The slot in the drive looked about the size of one of the Palm cards. I thought about inserting one in the tiny bay, but if the two weren’t compatible, one, or perhaps both, could get fried. Back on the Simple Tech Website, I looked at the specs for the Bonzai drive. It took SD (Secure Digital) and Multimedia Cards. On the Palm Website, I looked at the specs for the expansion card. The Palm expansion card was an SD card. Ergo, it should work in my Bonzai drive.

My clumsy hands had a certain amount of difficulty inserting the postage-stamp sized card into the drive. A younger less-Luddite would have no difficulty. After inserting the card, I plugged the Bonzai into my USB drive and got. . .nothing. At this point, I read the manual. I admit, even people who write manuals don’t read them until they HAVE to.

After rebooting my computer, as instructed, I inserted the Bonzai drive again. Its contents immediately popped up on My Computer and Windows Explorer as the E: drive (the DVD drive being D:) I could see all the files that I had loaded onto the drive via my M130. I could also save this article to the Bonzai drive. The drive had a little more room, but anything else I put there would take away space needed for my Palm library, in case 60 volumes isn’t enough.

That mystery solved, I fooled around with my expansion card for a while. Then I began to put my toys away. At this point, the lanyard drew my attention. If you read this magazine, you probably already know what a lanyard is, but since this particular column is aimed at novices, I’ll explain further.

A lanyard has replaced the pocket protector as de rigueur geek fashion. It is a cable of a width somewhere between a belt and a shoestring, usually made from fabric with a company or favorite team logo applied. The cable is worn around the neck with a clip to hold the ID badge required by many companies. Simple Tech has adapted this technology to another purpose: a convenient way to carry your Bonzai drive. The Bonzai drive on its lanyard might even be a convenient place to carry your SD card, since the card tends to run the battery down if you keep it in your PDA — something else I learned the hard way.

I also learned another down side to miniature devices. I was digging through some past copies of PC Alamode. I didn’t find what I wanted, so I closed the file drawer and went on about writing. An hour or so later, I couldn’t find my Bonzai drive. Since the expansion card and drive cover were on my desk, I wouldn’t, even in a senior moment, have carried it off somewhere. My husband and I spent a considerable amount of time crawling around on the floor under my desk, without finding it.

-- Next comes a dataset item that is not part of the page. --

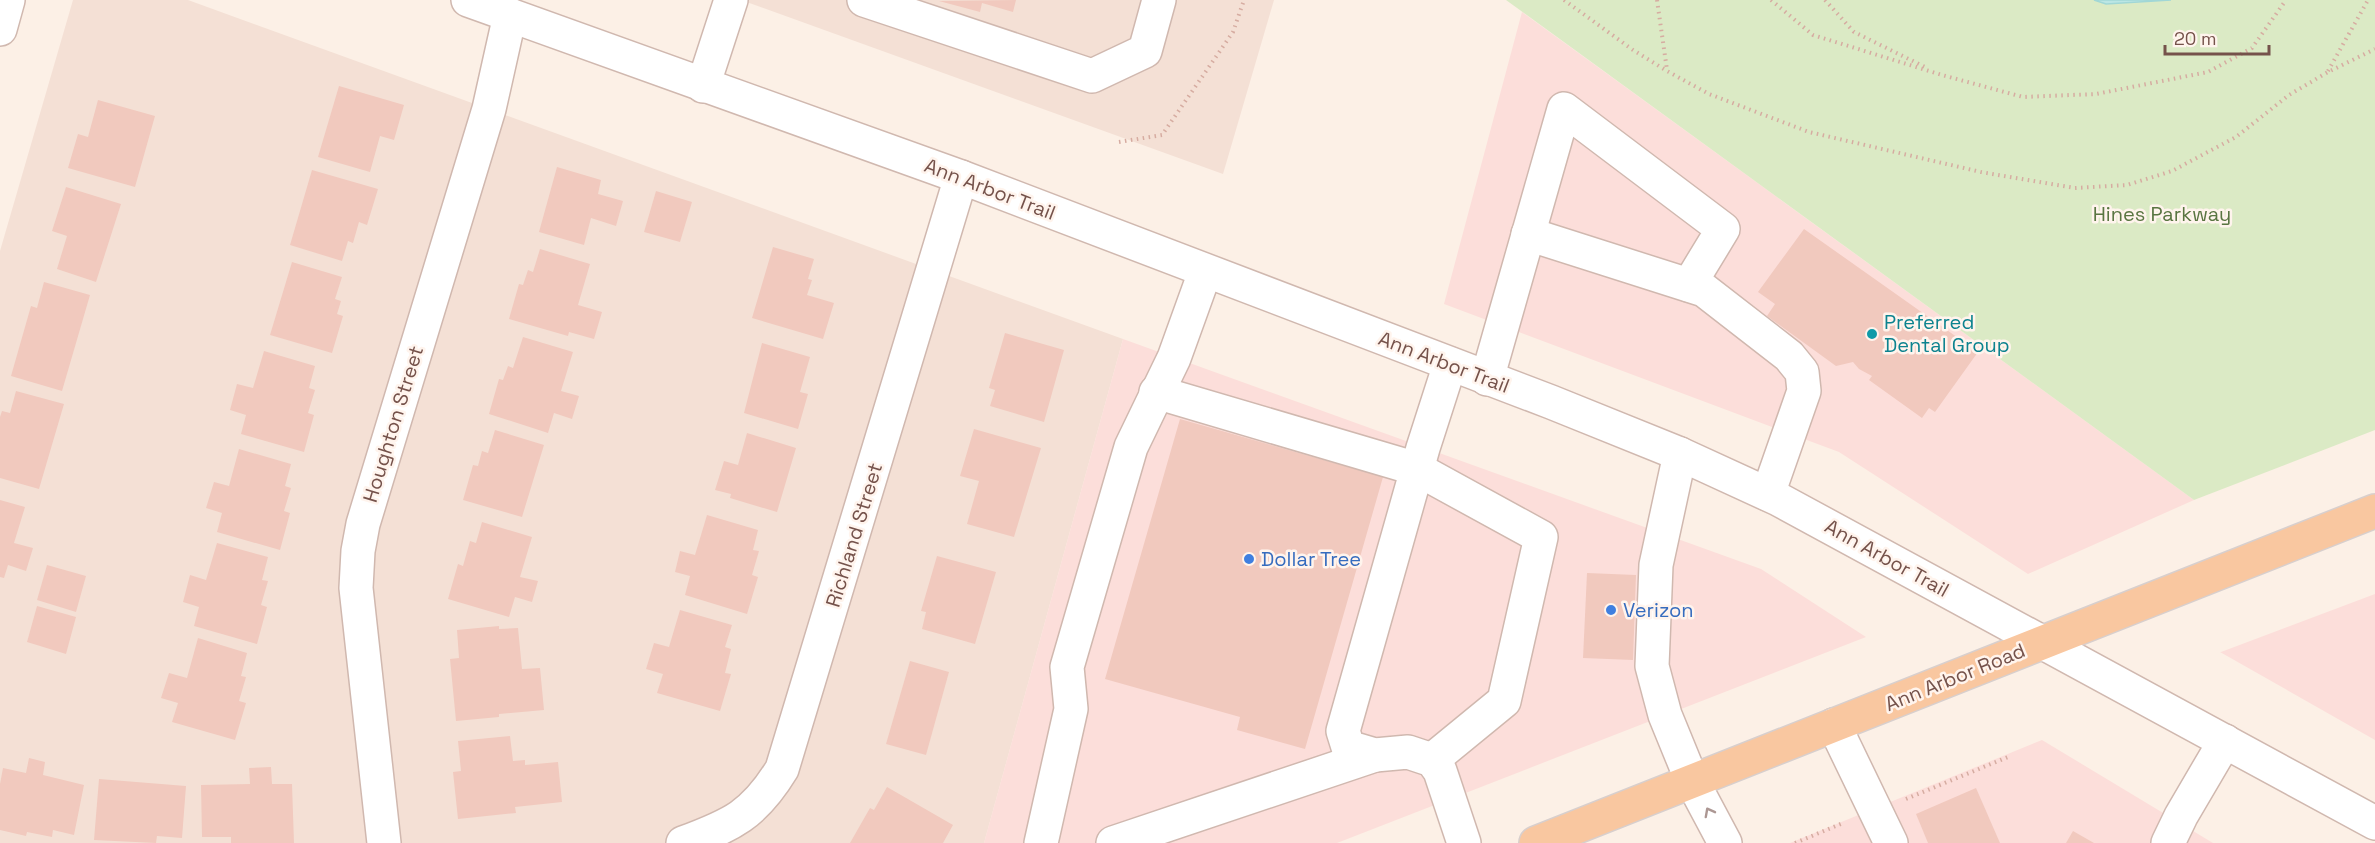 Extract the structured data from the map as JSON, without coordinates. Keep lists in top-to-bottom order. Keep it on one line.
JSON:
{"streets":{"main road":["Ann Arbor Road"],"street":["Ann Arbor Trail","Houghton Street","Richland Street"]},"crossings":[["Ann Arbor Trail","Houghton Street"],["Ann Arbor Trail","Richland Street"],["Ann Arbor Trail","Ann Arbor Road"]],"parks":["Hines Parkway"],"places":["Preferred Dental Group","Dollar Tree","Verizon"],"scale_bar":"20 m"}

After a while, I realized that I had been looking through my PC Alamodes when last I saw the drive. I opened the file drawer, where it sat, on top of the files. I can be thankful that it didn’t slip down between the folders and become a tiny capsule of technology suspended in time, to be later discovered as an artifact reminiscent of a remote past when we carried our files on enormous, postage-stamp sized media.

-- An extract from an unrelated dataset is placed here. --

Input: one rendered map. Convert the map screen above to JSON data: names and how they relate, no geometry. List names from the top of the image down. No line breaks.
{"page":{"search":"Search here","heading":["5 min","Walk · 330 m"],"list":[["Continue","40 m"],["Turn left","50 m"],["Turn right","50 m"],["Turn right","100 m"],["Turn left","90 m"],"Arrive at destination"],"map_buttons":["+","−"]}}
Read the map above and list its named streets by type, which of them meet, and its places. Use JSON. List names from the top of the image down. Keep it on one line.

So now this Luddite is educated, perhaps a bit late, in the workings of SD media technologies, and also that those tiny buggers are easy to lose. I read recently that technology is getting so smart that it is outsmarting most of us. It’s certainly ahead of me.

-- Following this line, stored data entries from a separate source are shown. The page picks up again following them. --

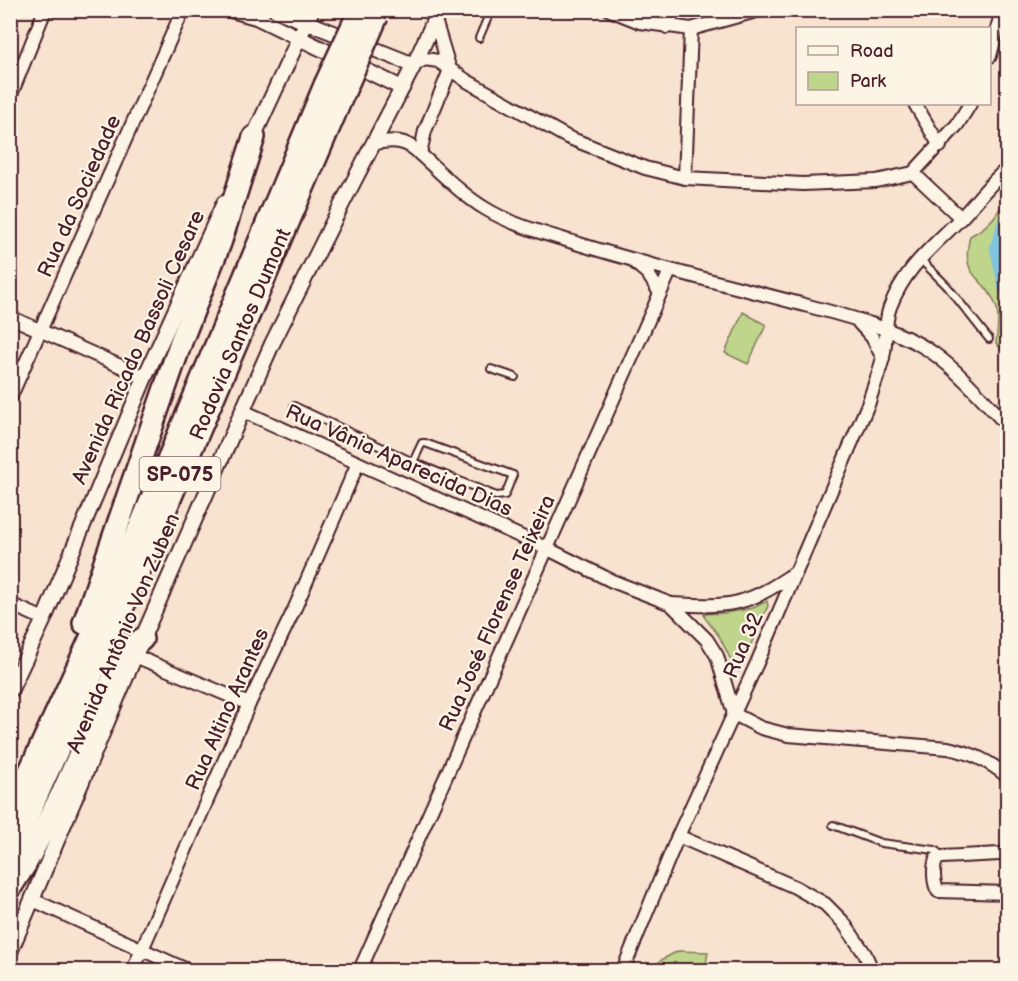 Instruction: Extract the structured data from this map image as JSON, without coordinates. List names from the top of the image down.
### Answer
{
  "streets": {
    "highway": ["Rodovia Santos Dumont", "SP-075"],
    "street": [
      "Rua da Sociedade",
      "Avenida Ricado Bassoli Cesare",
      "Rua Vânia Aparecida Dias",
      "Rua José Florense Teixeira",
      "Avenida Antônio Von Zuben",
      "Rua 32",
      "Rua Altino Arantes"
    ]
  },
  "crossings": [
    ["Rua Vânia Aparecida Dias", "Rua José Florense Teixeira"],
    ["Rua Vânia Aparecida Dias", "Avenida Antônio Von Zuben"],
    ["Rua Vânia Aparecida Dias", "Rua 32"],
    ["Rua Vânia Aparecida Dias", "Rua Altino Arantes"]
  ],
  "legend": ["Road", "Park"]
} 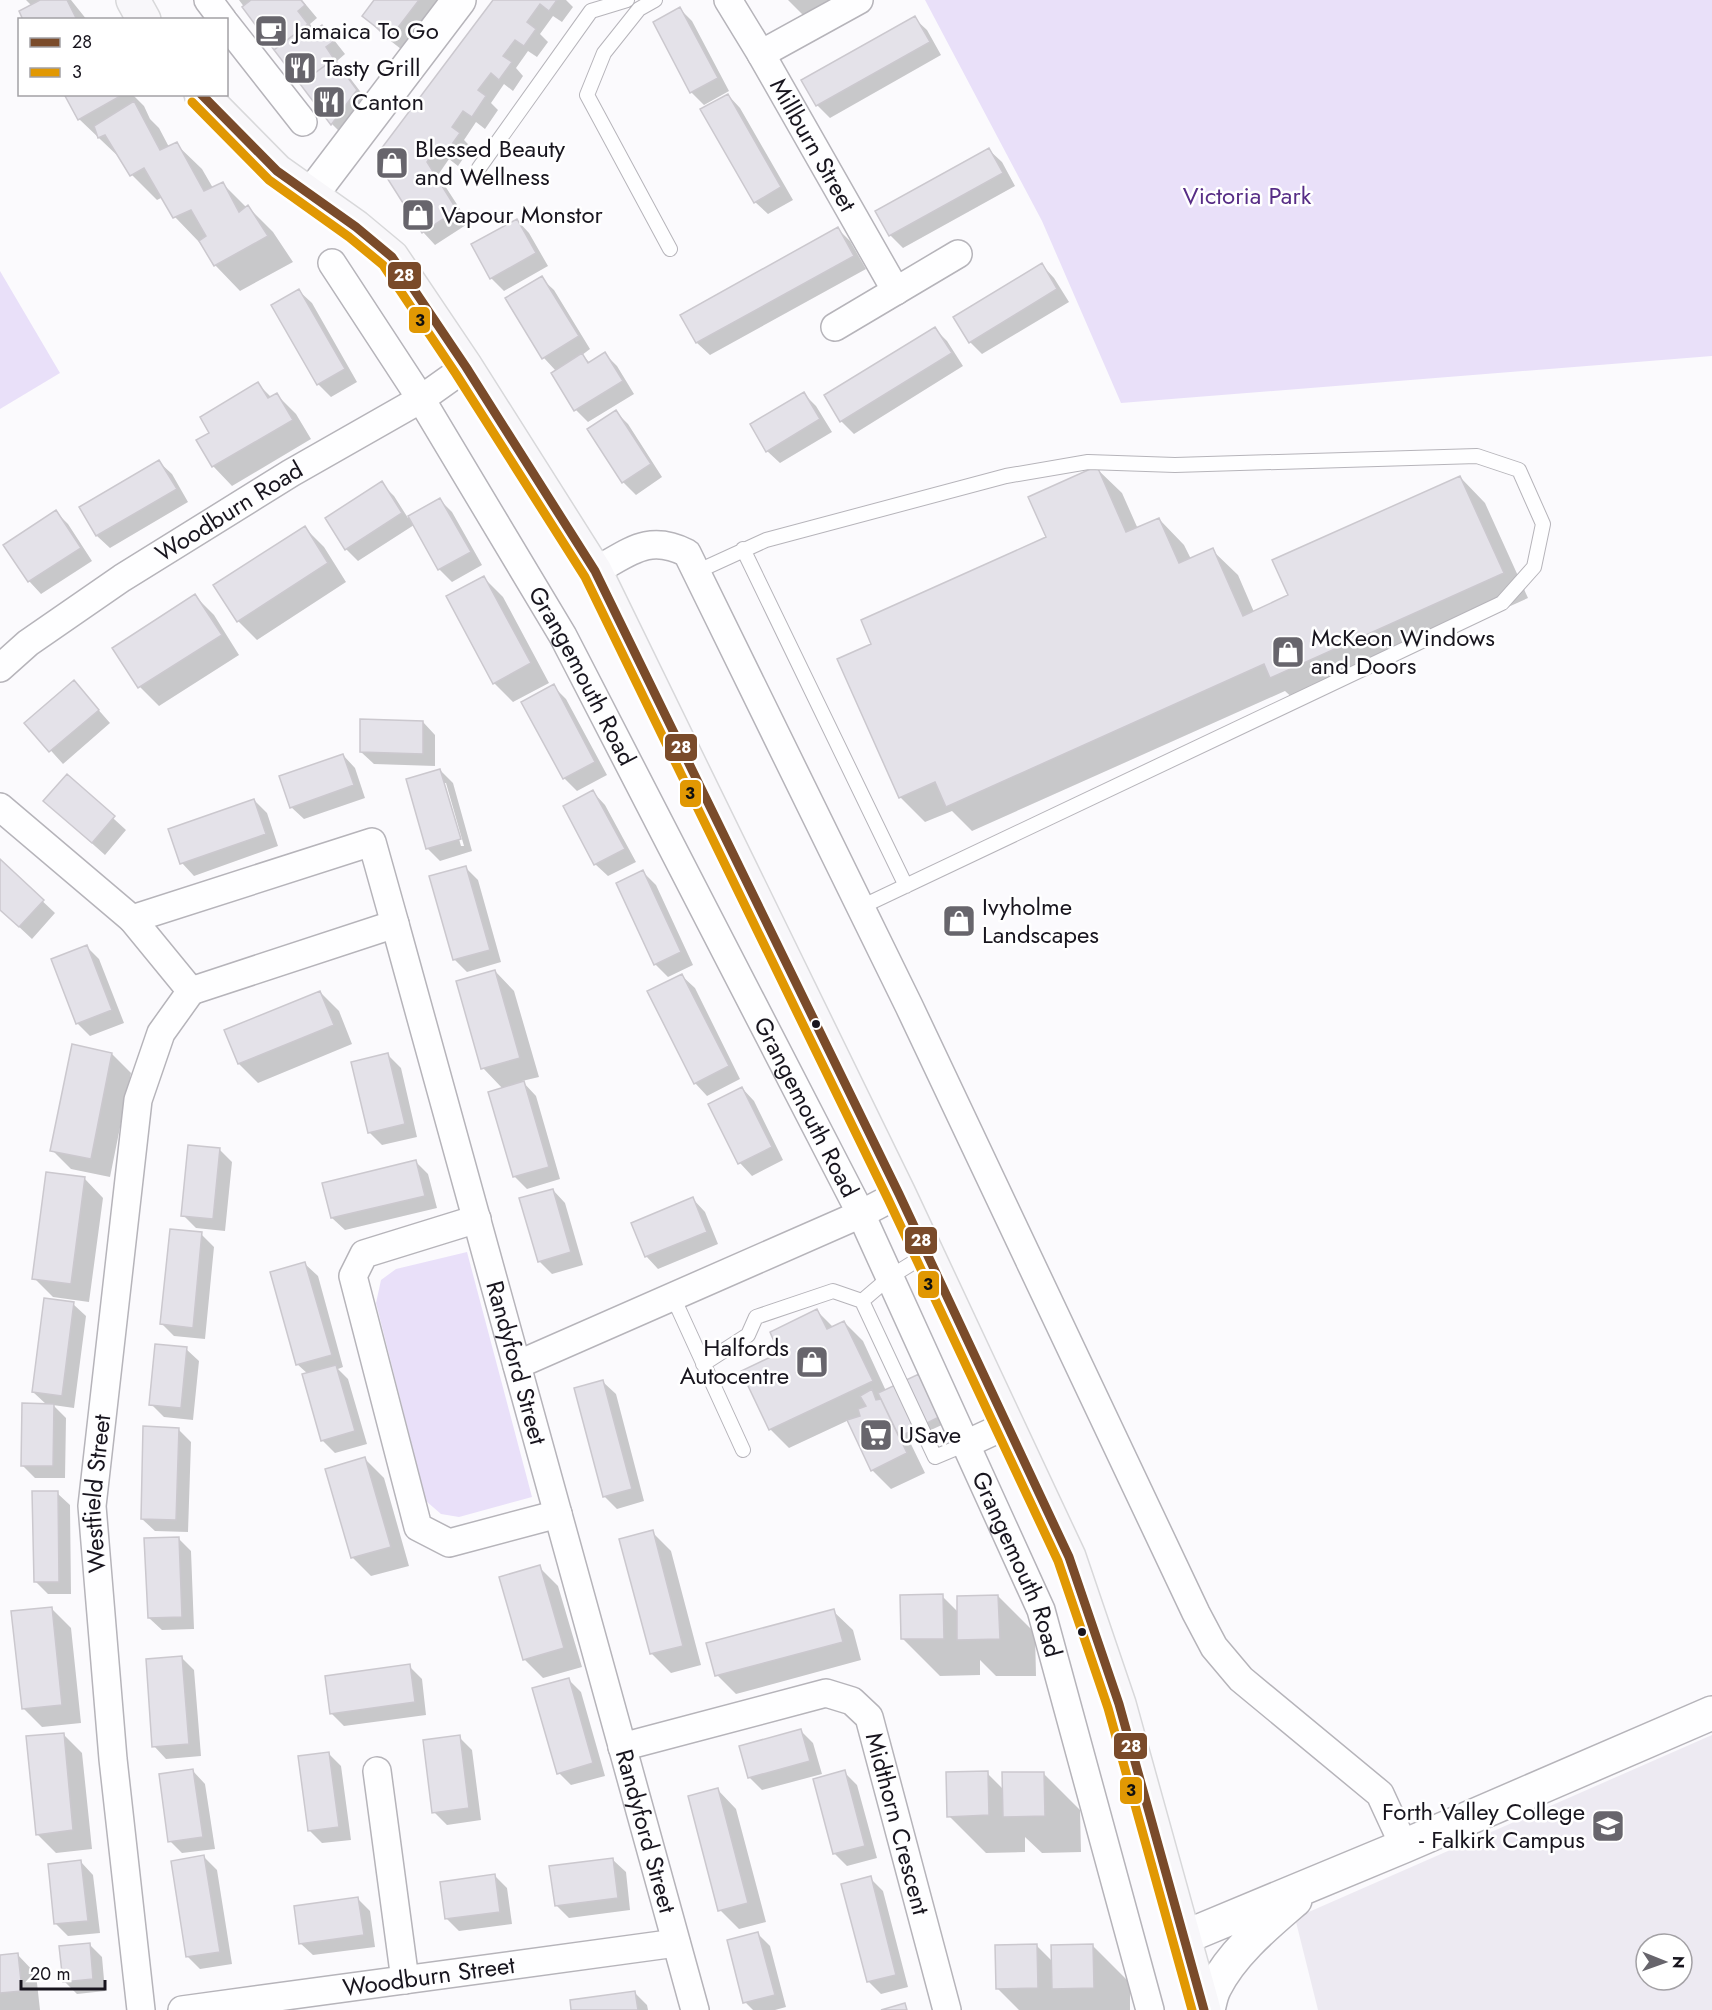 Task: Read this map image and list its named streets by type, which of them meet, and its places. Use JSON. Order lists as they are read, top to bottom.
{
  "streets": {
    "main road": ["Grangemouth Road"],
    "street": [
      "Millburn Street",
      "Woodburn Road",
      "Randyford Street",
      "Westfield Street",
      "Midthorn Crescent",
      "Woodburn Street"
    ]
  },
  "crossings": [
    ["Woodburn Road", "Grangemouth Road"],
    ["Randyford Street", "Midthorn Crescent"],
    ["Randyford Street", "Woodburn Street"]
  ],
  "parks": ["Victoria Park"],
  "places": {
    "cafe": ["Jamaica To Go"],
    "restaurant": ["Tasty Grill", "Canton"],
    "shop": [
      "Blessed Beauty and Wellness",
      "Vapour Monstor",
      "McKeon Windows and Doors",
      "Ivyholme Landscapes",
      "Halfords Autocentre"
    ],
    "supermarket": ["USave"],
    "school or university": ["Forth Valley College - Falkirk Campus"]
  },
  "lines": ["transit line 28", "transit line 3"],
  "legend": ["28", "3"],
  "scale_bar": "20 m",
  "north": "right"
}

I was mulling this concept over the dishwasher, wondering if I had been too hasty to dismiss in a past article the idea of an Internet fridge and clothes washer. With current technology as it is, a surgeon in Los Angeles can use a remote robotic arm to operate on a patient in Anchorage. It is comforting to think that when I’m too much of a Luddite to run my own dishwasher, someone across the Internet can do it for me.